Apparently, it’s impossible to watch TV these days without also being online and tweeting and posting and generally letting everyone you’ve ever known be aware of what you’re doing, so it makes sense that during the Super Bowl, when ostensibly everyone is watching TV, Internet-related activity also increases. Here’s where cybercriminals rub their collective hands together in glee.
All those clever ads will likely do the trick, sending consumers online to check out the products they’re seeing on TV. Some will just be online to gab on Facebook or email pals, or look up stats.
Time‘s Techland reports on the nefarious dealings of cybercriminals, citing PC Tools senior online manager Eric Klein.
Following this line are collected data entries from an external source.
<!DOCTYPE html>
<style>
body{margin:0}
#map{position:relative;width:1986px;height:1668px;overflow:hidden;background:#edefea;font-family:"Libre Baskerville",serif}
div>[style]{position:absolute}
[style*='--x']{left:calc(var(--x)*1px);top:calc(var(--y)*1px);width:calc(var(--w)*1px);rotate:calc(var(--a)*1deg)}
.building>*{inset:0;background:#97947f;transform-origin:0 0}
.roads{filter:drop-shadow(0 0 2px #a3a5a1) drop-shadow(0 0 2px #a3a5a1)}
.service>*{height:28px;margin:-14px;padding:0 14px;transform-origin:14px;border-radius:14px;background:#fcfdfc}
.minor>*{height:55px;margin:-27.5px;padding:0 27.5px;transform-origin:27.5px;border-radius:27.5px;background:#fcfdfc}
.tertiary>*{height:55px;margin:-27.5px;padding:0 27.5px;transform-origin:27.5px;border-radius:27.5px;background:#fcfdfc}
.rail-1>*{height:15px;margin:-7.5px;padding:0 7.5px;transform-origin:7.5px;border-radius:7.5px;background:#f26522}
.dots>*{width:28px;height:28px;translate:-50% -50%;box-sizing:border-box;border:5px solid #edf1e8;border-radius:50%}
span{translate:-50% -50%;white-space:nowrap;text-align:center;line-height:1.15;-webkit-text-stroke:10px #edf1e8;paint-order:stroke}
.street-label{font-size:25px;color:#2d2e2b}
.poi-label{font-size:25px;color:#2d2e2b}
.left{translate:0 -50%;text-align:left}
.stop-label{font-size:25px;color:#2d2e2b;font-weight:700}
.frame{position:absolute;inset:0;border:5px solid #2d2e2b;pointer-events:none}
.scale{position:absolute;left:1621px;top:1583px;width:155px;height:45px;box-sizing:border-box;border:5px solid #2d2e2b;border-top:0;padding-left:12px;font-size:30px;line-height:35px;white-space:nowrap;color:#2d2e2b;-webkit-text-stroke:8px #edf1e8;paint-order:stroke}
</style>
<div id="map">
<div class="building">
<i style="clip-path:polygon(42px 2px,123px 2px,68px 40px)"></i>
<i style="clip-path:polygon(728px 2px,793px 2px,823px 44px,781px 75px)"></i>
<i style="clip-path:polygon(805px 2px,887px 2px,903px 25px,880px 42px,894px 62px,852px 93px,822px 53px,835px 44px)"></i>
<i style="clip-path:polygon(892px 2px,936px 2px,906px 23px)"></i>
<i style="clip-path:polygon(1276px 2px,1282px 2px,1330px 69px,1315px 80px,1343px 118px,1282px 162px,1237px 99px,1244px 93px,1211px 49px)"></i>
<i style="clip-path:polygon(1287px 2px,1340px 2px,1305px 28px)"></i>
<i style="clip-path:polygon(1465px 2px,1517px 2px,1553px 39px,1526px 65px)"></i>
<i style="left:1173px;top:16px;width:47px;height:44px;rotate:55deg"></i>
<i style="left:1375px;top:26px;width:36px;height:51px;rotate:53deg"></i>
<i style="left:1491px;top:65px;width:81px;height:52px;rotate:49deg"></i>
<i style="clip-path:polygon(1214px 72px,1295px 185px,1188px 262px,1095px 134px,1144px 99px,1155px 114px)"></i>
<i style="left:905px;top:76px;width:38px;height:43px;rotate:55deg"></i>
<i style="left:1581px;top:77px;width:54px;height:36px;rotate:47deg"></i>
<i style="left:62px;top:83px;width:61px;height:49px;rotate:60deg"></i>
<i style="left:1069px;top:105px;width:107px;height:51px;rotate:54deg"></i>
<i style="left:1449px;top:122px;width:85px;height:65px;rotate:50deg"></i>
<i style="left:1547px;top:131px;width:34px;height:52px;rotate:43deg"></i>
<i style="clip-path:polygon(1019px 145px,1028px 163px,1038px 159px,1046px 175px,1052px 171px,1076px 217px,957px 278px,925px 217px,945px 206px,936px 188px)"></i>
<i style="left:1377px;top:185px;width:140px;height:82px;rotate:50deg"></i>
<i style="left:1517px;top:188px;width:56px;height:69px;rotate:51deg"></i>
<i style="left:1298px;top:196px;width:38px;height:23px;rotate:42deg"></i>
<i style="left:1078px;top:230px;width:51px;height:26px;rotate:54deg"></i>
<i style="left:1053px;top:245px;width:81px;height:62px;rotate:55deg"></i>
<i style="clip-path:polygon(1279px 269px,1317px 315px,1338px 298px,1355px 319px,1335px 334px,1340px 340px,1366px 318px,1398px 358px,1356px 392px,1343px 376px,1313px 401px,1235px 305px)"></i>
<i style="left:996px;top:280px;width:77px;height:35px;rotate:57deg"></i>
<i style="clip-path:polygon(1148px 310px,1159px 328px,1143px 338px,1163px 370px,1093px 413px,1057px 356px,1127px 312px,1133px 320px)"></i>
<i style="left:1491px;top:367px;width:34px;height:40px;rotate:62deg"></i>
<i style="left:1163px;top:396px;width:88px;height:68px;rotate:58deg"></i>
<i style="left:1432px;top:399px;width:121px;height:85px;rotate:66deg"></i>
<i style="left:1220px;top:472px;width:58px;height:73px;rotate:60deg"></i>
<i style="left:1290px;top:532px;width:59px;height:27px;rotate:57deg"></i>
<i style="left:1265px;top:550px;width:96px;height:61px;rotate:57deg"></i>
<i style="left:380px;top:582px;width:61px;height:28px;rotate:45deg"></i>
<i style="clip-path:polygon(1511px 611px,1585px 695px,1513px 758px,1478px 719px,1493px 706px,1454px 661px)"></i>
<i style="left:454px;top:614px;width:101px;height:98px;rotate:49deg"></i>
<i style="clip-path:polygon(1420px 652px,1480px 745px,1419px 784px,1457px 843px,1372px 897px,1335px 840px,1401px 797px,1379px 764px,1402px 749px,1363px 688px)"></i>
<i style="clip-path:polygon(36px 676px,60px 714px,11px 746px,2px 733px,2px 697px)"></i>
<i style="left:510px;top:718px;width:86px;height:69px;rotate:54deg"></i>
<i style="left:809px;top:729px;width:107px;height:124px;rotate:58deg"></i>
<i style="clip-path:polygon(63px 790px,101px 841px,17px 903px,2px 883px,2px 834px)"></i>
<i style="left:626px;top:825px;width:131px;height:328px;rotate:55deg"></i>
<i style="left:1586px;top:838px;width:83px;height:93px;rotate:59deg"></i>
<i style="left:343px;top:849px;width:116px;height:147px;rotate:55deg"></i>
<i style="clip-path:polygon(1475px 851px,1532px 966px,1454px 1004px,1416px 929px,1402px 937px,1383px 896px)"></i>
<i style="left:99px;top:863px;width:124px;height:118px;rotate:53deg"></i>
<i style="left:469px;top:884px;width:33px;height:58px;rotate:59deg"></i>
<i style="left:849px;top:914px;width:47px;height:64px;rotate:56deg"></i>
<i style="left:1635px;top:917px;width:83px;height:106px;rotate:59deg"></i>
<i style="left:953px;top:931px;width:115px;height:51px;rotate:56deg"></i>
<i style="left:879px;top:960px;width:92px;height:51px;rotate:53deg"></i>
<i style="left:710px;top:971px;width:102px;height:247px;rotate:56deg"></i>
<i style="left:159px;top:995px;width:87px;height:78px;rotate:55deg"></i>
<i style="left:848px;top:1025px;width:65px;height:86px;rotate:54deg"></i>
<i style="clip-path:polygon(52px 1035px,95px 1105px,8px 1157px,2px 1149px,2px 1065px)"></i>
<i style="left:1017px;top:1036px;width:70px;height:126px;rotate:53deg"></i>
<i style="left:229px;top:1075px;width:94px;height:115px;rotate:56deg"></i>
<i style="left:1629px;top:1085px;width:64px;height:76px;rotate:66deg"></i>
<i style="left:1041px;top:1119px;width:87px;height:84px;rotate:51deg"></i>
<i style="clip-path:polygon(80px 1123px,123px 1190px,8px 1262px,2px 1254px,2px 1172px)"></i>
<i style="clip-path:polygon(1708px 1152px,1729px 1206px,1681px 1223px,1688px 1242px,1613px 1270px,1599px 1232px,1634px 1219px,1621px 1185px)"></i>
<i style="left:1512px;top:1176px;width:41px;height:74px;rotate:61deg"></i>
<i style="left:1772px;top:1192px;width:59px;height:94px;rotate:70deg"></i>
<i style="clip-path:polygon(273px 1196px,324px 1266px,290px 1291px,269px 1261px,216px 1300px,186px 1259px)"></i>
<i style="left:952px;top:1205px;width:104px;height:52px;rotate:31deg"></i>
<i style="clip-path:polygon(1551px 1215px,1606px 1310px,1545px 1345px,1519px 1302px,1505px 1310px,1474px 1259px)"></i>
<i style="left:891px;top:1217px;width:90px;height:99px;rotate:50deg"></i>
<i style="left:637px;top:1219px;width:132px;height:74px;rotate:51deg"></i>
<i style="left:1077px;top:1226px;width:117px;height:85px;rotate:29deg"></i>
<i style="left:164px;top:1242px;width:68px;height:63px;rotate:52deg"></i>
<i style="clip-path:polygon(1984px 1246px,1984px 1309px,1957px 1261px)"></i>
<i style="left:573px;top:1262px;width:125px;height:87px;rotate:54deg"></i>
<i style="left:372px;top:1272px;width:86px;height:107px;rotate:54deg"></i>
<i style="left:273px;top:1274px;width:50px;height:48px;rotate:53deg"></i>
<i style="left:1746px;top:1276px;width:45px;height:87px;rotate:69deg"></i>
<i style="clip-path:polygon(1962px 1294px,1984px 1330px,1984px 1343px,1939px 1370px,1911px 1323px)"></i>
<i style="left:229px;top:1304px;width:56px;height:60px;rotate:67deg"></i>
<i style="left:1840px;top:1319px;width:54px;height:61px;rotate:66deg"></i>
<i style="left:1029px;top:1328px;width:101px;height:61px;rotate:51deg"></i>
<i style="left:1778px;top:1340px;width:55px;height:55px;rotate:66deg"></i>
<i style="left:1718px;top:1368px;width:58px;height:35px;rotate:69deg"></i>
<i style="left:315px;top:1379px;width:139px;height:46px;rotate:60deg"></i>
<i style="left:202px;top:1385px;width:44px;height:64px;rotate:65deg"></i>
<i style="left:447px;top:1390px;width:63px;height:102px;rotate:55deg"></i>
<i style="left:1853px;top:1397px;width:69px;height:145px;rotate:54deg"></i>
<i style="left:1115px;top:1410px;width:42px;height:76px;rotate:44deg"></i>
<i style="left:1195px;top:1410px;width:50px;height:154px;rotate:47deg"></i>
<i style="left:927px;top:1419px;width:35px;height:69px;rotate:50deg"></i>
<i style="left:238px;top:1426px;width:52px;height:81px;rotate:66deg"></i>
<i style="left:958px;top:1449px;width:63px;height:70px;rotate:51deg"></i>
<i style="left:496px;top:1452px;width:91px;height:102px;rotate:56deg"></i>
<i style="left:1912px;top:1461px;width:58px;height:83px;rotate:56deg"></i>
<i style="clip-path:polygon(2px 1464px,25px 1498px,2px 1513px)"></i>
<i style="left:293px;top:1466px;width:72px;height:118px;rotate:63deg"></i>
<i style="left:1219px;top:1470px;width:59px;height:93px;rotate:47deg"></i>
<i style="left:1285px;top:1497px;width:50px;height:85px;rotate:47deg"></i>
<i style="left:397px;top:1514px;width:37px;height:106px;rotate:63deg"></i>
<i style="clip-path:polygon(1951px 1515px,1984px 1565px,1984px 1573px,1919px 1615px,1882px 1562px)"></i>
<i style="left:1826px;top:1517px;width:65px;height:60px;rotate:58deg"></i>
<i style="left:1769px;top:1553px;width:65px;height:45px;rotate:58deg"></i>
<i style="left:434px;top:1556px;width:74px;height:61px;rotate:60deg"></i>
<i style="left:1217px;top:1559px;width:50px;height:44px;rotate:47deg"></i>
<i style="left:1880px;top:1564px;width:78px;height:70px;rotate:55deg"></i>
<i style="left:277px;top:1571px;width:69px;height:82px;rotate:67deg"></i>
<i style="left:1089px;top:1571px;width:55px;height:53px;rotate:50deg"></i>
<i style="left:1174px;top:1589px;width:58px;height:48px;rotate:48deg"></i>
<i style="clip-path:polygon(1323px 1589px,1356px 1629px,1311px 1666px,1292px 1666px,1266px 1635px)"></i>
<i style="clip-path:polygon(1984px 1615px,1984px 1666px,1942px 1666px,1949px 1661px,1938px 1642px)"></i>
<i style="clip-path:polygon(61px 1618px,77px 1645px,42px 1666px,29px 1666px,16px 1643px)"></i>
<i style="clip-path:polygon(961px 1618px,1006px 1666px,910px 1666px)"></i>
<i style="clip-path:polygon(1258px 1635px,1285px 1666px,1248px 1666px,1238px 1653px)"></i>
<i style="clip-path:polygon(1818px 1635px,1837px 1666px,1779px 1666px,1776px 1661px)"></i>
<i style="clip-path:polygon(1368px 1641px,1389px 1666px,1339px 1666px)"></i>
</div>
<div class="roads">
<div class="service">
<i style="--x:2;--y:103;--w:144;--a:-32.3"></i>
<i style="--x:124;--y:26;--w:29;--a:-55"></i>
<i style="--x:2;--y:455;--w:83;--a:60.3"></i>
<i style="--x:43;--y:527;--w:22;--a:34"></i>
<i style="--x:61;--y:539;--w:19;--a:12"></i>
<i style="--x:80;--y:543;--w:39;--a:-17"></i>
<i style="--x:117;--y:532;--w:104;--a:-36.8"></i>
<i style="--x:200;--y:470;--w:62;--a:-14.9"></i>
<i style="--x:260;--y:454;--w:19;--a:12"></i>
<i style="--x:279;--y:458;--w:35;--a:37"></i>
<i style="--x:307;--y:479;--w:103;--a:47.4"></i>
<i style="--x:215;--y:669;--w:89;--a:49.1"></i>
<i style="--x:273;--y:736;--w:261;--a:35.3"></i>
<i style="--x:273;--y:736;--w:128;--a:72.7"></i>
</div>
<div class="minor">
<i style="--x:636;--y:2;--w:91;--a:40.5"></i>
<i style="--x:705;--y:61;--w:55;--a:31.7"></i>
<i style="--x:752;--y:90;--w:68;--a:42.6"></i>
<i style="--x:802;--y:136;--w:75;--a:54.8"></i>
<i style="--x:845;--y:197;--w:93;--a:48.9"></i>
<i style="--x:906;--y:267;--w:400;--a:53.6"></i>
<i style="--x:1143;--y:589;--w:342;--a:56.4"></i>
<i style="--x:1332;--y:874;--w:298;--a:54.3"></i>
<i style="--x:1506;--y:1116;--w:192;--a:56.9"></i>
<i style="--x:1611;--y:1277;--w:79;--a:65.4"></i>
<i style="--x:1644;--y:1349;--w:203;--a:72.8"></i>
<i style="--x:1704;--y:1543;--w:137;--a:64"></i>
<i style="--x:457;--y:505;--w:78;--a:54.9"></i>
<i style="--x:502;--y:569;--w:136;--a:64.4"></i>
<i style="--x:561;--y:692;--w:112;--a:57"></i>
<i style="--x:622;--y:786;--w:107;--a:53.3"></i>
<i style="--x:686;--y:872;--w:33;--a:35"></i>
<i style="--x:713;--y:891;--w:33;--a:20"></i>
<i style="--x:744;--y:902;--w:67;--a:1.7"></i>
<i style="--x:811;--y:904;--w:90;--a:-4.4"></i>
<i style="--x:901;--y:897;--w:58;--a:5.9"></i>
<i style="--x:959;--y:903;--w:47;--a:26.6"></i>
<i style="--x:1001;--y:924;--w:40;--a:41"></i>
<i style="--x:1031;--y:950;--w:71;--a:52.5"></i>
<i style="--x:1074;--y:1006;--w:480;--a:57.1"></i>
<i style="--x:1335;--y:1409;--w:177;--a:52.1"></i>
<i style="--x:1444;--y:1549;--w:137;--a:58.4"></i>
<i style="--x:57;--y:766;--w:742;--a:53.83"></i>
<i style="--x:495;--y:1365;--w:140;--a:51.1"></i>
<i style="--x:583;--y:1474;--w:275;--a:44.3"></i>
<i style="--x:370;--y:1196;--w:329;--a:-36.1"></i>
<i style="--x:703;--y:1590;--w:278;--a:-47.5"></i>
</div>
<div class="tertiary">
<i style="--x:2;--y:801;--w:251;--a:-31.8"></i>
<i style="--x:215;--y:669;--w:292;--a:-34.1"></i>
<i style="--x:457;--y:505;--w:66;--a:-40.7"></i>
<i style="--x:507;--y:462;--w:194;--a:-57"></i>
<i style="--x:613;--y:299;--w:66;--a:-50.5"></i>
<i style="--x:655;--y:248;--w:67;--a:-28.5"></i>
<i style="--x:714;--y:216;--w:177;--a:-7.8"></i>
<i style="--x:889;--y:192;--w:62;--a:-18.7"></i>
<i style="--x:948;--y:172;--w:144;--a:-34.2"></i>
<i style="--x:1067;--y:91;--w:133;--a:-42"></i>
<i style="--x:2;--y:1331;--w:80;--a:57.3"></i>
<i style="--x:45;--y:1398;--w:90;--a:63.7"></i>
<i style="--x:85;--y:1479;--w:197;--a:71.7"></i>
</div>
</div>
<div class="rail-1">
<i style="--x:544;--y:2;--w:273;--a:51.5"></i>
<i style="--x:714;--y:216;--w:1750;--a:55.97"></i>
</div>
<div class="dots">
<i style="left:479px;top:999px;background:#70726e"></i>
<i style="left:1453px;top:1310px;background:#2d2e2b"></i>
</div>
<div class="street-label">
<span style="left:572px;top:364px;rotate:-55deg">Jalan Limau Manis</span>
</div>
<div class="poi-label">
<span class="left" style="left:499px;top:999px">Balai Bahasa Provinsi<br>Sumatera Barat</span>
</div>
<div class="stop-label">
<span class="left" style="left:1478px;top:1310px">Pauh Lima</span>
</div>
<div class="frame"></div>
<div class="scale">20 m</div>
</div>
He says it’s pretty simple: The more people online, the bigger the pool of people trick with Super Bowl related scams.
“The sheer volume of (online activity) is so huge it spikes around the game the same way that TV viewers do,” he explained. “It’s not necessarily a new threat that isn’t out there normally, but cyber criminals know that there will be more people online so many more criminals will be taking to the Internet.”
Tricks to watch out for include the “drive-by attack,” wherein a link is posted in the comments of a story leading you somewhere else, often asking for personal information in order to reach more Super Bowl-related content. Another way criminals dupe unsuspecting users is placing ads on sports websites that link to malware, using pretty cheerleaders or an offer for free game streaming.
Avoid any fishy-looking links and make sure your anti-virus software is up to date. And (duh), don’t give anyone your personal information.